Subject: RE: Let Pass a Hate Crimes Bill and Invite Your Own
Oppression
W.,
I think you
may have the statement about my alleged blindness backwards.
Your
analogy about women is wholly misplaced because the church doesn’t
declare that being a woman is sin. Even when traditionalist churches
insist on male leadership they are careful to insist that this does not
reflect on some inferiority of personhood. Being a woman is not in the
first instance an impulse to do something that God strongly forbids. But
the church does declare, fairly vigorously, that homosexual desire is a
sinful impulse and the conduct arising from it an egregious violation of
God’s will. That places the church’s position in a very different
head-on collision with the state than does the women’s issue. Even in
Canada and Europe traditionalists on women’s roles in the church have
never been charged with inciting to violence. But that charge has been
made with regard to statements against homosexual practice. How can you
claim not to know this?
In
Philadelphia Christians attending a “gay rally” and holding signs
calling on people to repent of homosexual practice were arrested and
charged with a felony that, had the prosecutor had his way, would have
resulted in over 40 years in prison and a $100,000 fine for each. Do you
ever recall a traditionalist on women’s issues facing such? I don’t but
perhaps you can enlighten me here.
Are there
any accredited institutions of higher learning in this country
that have a policy against hiring women as teachers? I’m not aware of
any. But there are many such Christian institutions that forbid the
hiring of any engaged in immoral sexual activity, including homosexual
practice. And you think that such institutions will never have their
accreditation jeopardized by the establishment of “sexual orientation”

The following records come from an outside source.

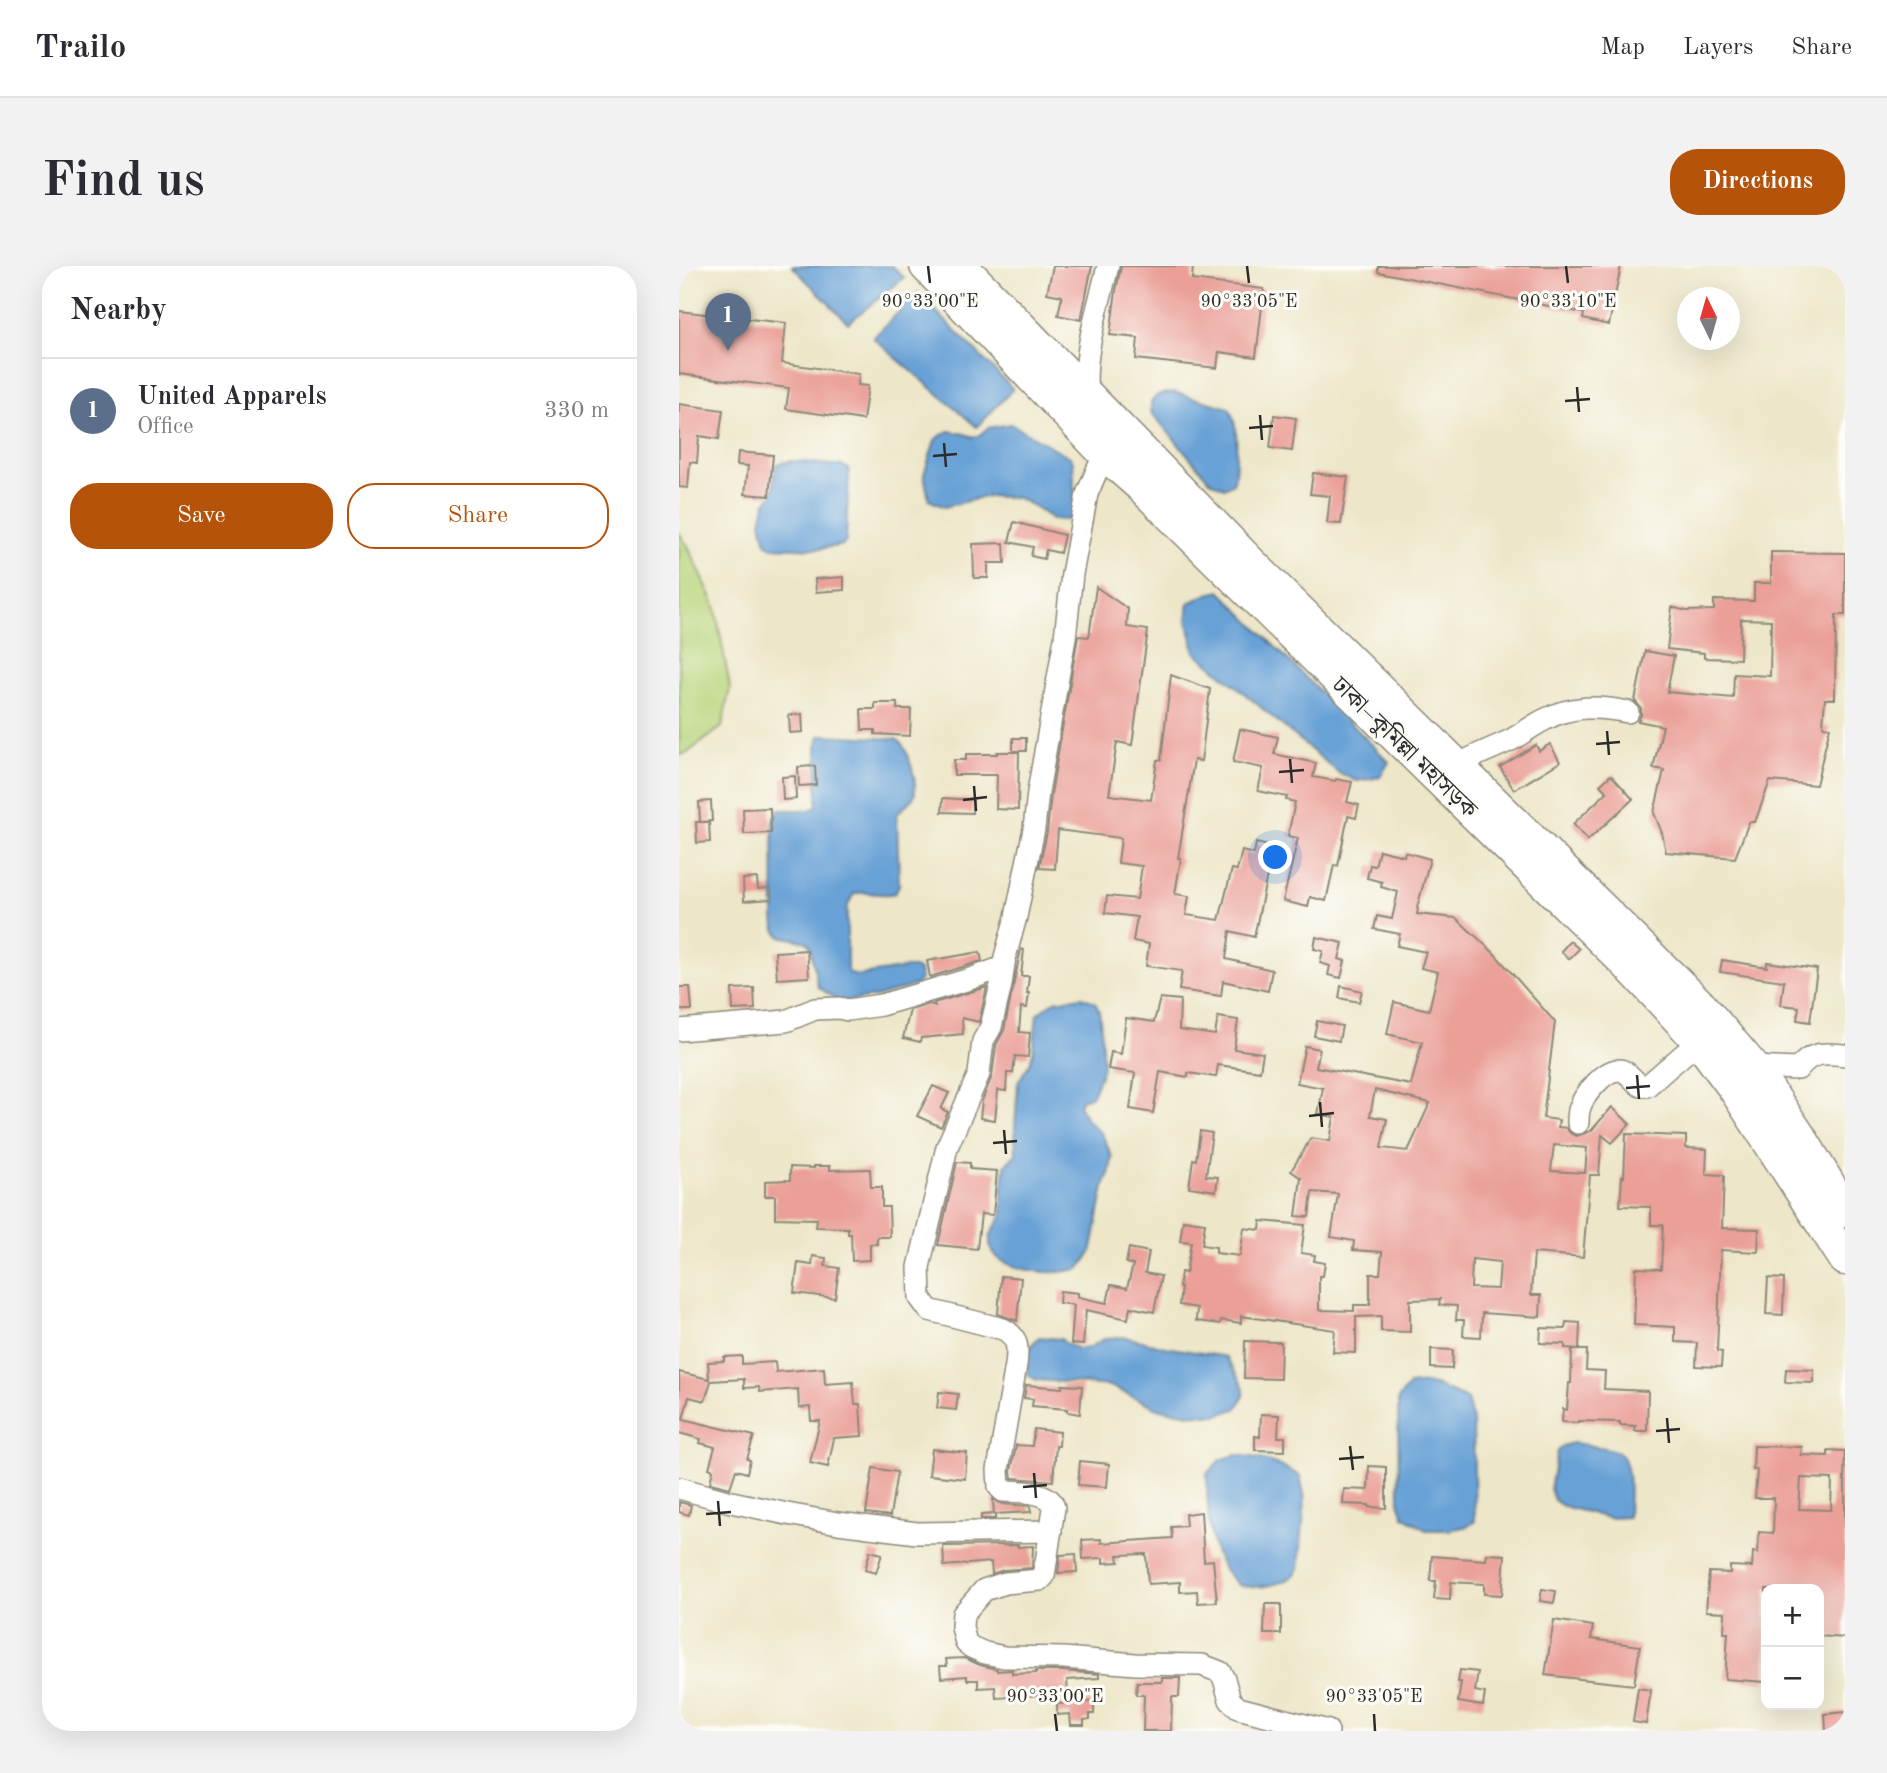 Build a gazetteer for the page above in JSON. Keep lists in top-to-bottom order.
{
  "streets": {
    "highway": ["ঢাকা–কুমিল্লা মহাসড়ক"]
  },
  "north": "top",
  "page": {
    "header": "Trailo",
    "nav": ["Map", "Layers", "Share"],
    "buttons": [
      "Directions",
      ["Save", "Share"]
    ],
    "title": "Find us",
    "heading": "Nearby",
    "pins": "1",
    "list": [
      {
        "mark": "1",
        "name": "United Apparels",
        "note": "Office",
        "value": "330 m"
      }
    ],
    "map_buttons": ["+", "−"]
  },
  "coordinates": ["90°33'00\"E", "90°33'05\"E", "90°33'10\"E"]
}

as a specially protected category? That federally funded student loans
won’t be at risk for Christian institutions that have faculty teaching
that homosexual practice is highly immoral?
I’ve never
heard in this country of instances where traditionalists as regards
women’s roles in the church and marriage have been fired from their
place of employment for expressing views on the subject. Have you? And
yet persons in the United States have been fired for expressing views
against homosexual practice. Your comment that analogies from Canada are
laughable is, frankly, itself laughable. Of course there are differences
between Canada and the U.S. But in the case of Canada we are not talking
about something as foreign as old Stalinist Russia or Maoist China. You
suggest that the idea of someone here being fired for making allegedly
discriminating remarks about homosexual persons outside the workplace
could never happen. And yet there is the case of Matt Barber being fired
from an insurance agency in America for just such a thing. A number of
other cases exist where employees who have protested “coming out”
celebrations in the workplace have been fired for their alleged
bigotry.
There
certainly have been cases of abuse in Massachusetts—try the massive
indoctrination of public school children that reservation about
homosexual practice is tantamount to bigotry and racism. Try to get a
job as a public school teacher in most Massachusetts school districts if
you are known to have expressed opposition to homosexual practice.

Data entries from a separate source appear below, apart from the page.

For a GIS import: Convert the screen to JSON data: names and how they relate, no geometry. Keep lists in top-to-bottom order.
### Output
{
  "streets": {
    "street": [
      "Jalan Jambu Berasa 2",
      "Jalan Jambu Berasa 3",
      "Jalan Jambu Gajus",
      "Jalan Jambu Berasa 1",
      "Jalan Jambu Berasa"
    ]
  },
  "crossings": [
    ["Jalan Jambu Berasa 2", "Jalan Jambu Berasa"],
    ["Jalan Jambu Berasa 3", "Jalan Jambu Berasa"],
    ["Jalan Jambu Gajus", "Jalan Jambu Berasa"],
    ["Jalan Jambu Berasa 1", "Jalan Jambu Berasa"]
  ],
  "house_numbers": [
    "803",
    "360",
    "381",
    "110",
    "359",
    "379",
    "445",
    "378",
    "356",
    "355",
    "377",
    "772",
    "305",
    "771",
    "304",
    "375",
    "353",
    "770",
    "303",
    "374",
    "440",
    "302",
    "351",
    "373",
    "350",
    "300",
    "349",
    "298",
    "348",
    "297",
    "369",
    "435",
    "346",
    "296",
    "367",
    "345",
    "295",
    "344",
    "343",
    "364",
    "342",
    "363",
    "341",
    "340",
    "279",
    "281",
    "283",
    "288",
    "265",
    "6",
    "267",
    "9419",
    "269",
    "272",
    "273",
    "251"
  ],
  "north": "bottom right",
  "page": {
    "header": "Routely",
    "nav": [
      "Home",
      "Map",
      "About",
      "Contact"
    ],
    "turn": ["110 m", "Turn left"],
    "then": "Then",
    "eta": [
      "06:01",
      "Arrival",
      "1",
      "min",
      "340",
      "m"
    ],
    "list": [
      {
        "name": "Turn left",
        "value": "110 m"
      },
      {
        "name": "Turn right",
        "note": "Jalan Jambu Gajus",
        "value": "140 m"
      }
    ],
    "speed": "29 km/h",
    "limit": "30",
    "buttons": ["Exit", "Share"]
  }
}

Catholic adoption agencies in Massachusetts are defunct. Christians
refusing to license gay couples for marriage are fired.
You seem to
adopt the erroneous view that Christians are cloistered in protective
separatist enclaves, where we will all be safe from laws that codify our
views as bigotry. Yet we work in the secular world, usually send our
children to secular schools and go to secular colleges and universities
(or at least Christian institutions that are accredited). When the law
stamps us as virulent bigots, it has the effect of attenuating our
freedoms in the secular realm.
On this
issue the ACLU would not come to my defense as regards employment
issues. Name me one case where the ACLU has defended the ongoing
employment of a Klu Klux Klan member fired from a professional
white-collar position. They would protect my right to protest but not my
right to express allegedly “discriminating” views as an ongoing employee
of a particular company.
I noticed
you said nothing about signing a document paying for my legal defense.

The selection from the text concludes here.